11-08-2011 12:30 PM - edited 03-11-2019 02:47 PM
I am setting up a new pair of ASA 5585's in a multi-context, active/active failover design. I cannot create management SSH connection to the contexts that are assigned to failover group 2. With all the security contexts that are assigned to failover group 1 I can SSH to the inside interface IP and login without a problem. When I try to do that to the group 2 contexts there is no response from the firewall at all, PuTTY just times out.

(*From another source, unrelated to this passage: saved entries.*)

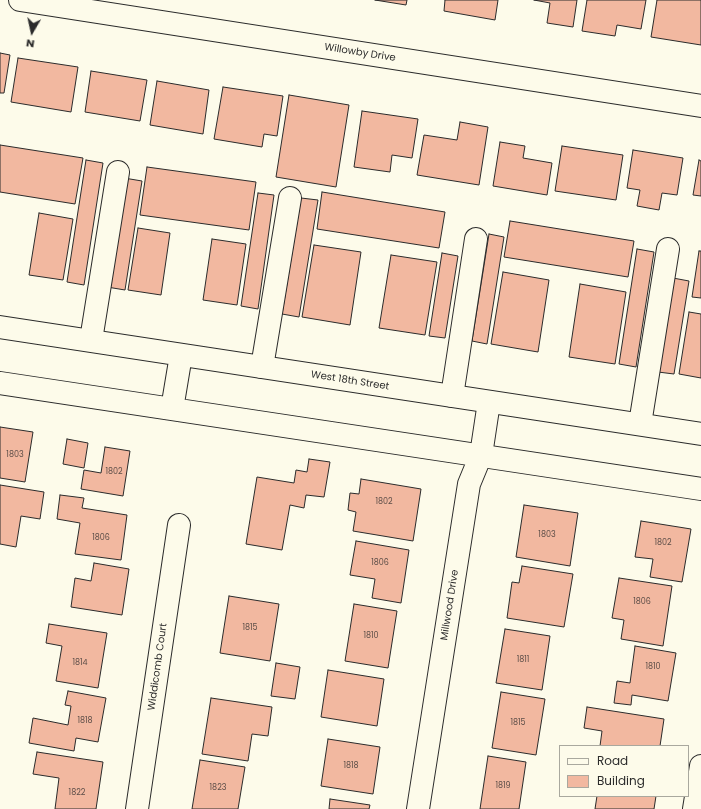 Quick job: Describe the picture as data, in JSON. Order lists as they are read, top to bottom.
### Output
{
  "streets": {
    "main road": [
      "Willowby Drive",
      "West 18th Street",
      "Millwood Drive",
      "Widdicomb Court"
    ]
  },
  "crossings": [
    ["West 18th Street", "Millwood Drive"]
  ],
  "house_numbers": [
    "1803",
    "1802",
    "1802",
    "1803",
    "1806",
    "1802",
    "1806",
    "1806",
    "1815",
    "1810",
    "1811",
    "1814",
    "1810",
    "1818",
    "1815",
    "1818",
    "1819",
    "1823",
    "1822"
  ],
  "legend": ["Road", "Building"],
  "north": "bottom"
} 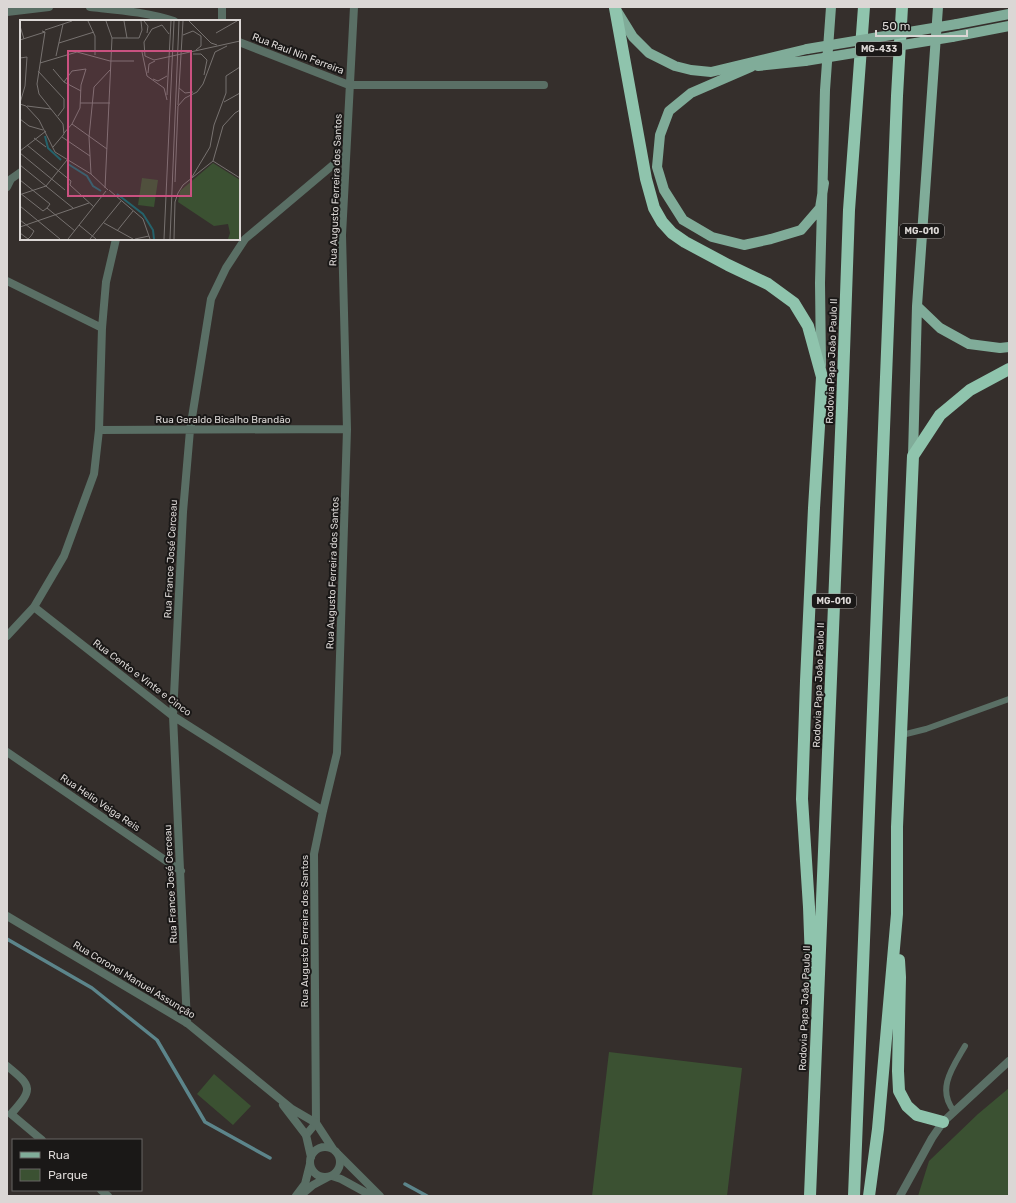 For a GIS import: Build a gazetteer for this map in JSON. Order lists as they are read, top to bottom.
{
  "streets": {
    "highway": ["MG-010", "Rodovia Papa João Paulo II"],
    "main road": ["MG-433"],
    "street": [
      "Rua Raul Nin Ferreira",
      "Rua Augusto Ferreira dos Santos",
      "Rua Geraldo Bicalho Brandão",
      "Rua France José Cerceau",
      "Rua Cento e Vinte e Cinco",
      "Rua Helio Veiga Reis",
      "Rua Coronel Manuel Assunção"
    ]
  },
  "crossings": [
    ["Rua Raul Nin Ferreira", "Rua Augusto Ferreira dos Santos"],
    ["Rua Augusto Ferreira dos Santos", "Rua Geraldo Bicalho Brandão"],
    ["Rua Augusto Ferreira dos Santos", "Rua France José Cerceau"],
    ["Rua Augusto Ferreira dos Santos", "Rua Cento e Vinte e Cinco"],
    ["Rua Augusto Ferreira dos Santos", "Rua Coronel Manuel Assunção"],
    ["Rua Geraldo Bicalho Brandão", "Rua France José Cerceau"],
    ["Rua France José Cerceau", "Rua Cento e Vinte e Cinco"],
    ["Rua France José Cerceau", "Rua Helio Veiga Reis"],
    ["Rua France José Cerceau", "Rua Coronel Manuel Assunção"]
  ],
  "legend": ["Rua", "Parque"],
  "scale_bar": "50 m"
} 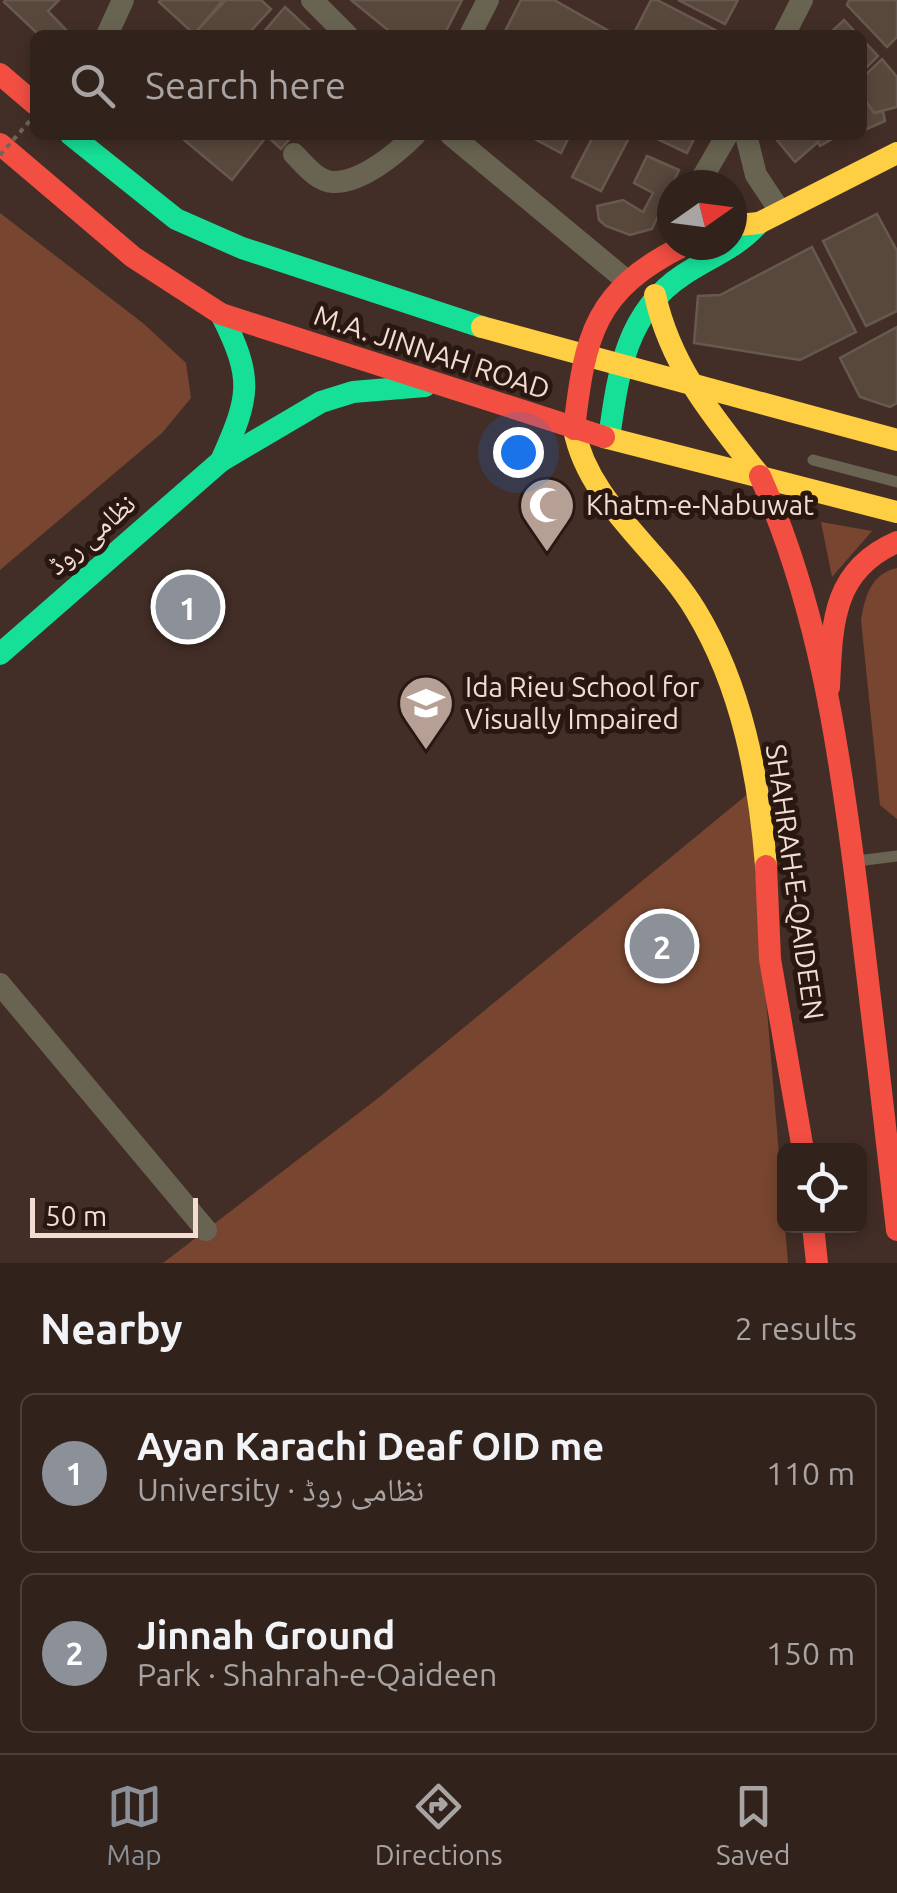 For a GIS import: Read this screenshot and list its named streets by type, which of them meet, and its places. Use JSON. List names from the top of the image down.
{
  "streets": {
    "main road": ["M.A. JINNAH ROAD", "نظامی روڈ", "SHAHRAH-E-QAIDEEN"]
  },
  "crossings": [
    ["M.A. JINNAH ROAD", "نظامی روڈ"],
    ["M.A. JINNAH ROAD", "SHAHRAH-E-QAIDEEN"]
  ],
  "places": {
    "mosque": ["Khatm-e-Nabuwat"],
    "school or university": ["Ida Rieu School for Visually Impaired"]
  },
  "scale_bar": "50 m",
  "north": "right",
  "page": {
    "search": "Search here",
    "pins": ["1", "2"],
    "scale": "50 m",
    "heading": ["Nearby", "2 results"],
    "list": [
      {
        "mark": "1",
        "name": "Ayan Karachi Deaf OID me",
        "note": "University · نظامی روڈ",
        "value": "110 m"
      },
      {
        "mark": "2",
        "name": "Jinnah Ground",
        "note": "Park · Shahrah-e-Qaideen",
        "value": "150 m"
      }
    ],
    "nav": ["Map", "Directions", "Saved"]
  }
}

My firewalls are running version 8.2(4). The contexts seem to be functioning normally in all other respects.
Thanks,
John
11-11-2011 06:29 AM
Hi John,
Take a look at this document that provides some additional troubleshooting steps for narrowing down this type of problem:
https://supportforums.cisco.com/docs/DOC-13012#Unable_to_ssh
Hope that helps.
-Mike
11-11-2011 07:07 AM
Thanks for the suggestions Mike but I am still stumped. I am running 8.2(4) and it is supposed to have the issues refered to in that doc fixed. I did check the asp sockets and the firewall is listening on port 22. I tried deleting and restoring the SSH config but that had no affect.
I am able to SSH to the standby IP address for the context, but I cannot connect to the active one. On a capture done on the active context I do see the packets coming in from the PC to port 22 of the context IP but I am not seeing any response.
Could this be an rsa key issue between the active and standby context?
Thanks,
John
11-11-2011 07:17 AM
Hi John,
To rule that out you can just generate a new key on the problem contexts. You can use the following command:
crypto key generate rsa mod 1024
-Mike
11-11-2011 07:35 AM
Mike,
I tried regenerating the key with no luck so I got fed up and just rebooted the pair of firewalls. Lucky for me these are a new deployment and don't go live until this weekend!
Everything is working as expected now. I can SSH into all the active contexts between the two firewalls and failover groups. I am thinking that there may still be a bug with the failover. Everything on this seemed to be working fine until after I tested the failover by forcing the groups back and forth between the two firewalls.
I wish I could find some more in depth documentation on active/active mode and the methodology for sharing keys, etc.
The good thing in all this is that ASDM and console access was working correctly so that I could get into the various contexts.
Thanks,
John
11-11-2011 07:38 AM
Hi John,
Interesting. If the issue returns, please open a TAC case for this so it can be investigated. Otherwise, I would suggest trying the latest 8.2.5 image to rule out any known bugs since this isn't live yet.
-Mike
Discover and save your favorite ideas. Come back to expert answers, step-by-step guides, recent topics, and more.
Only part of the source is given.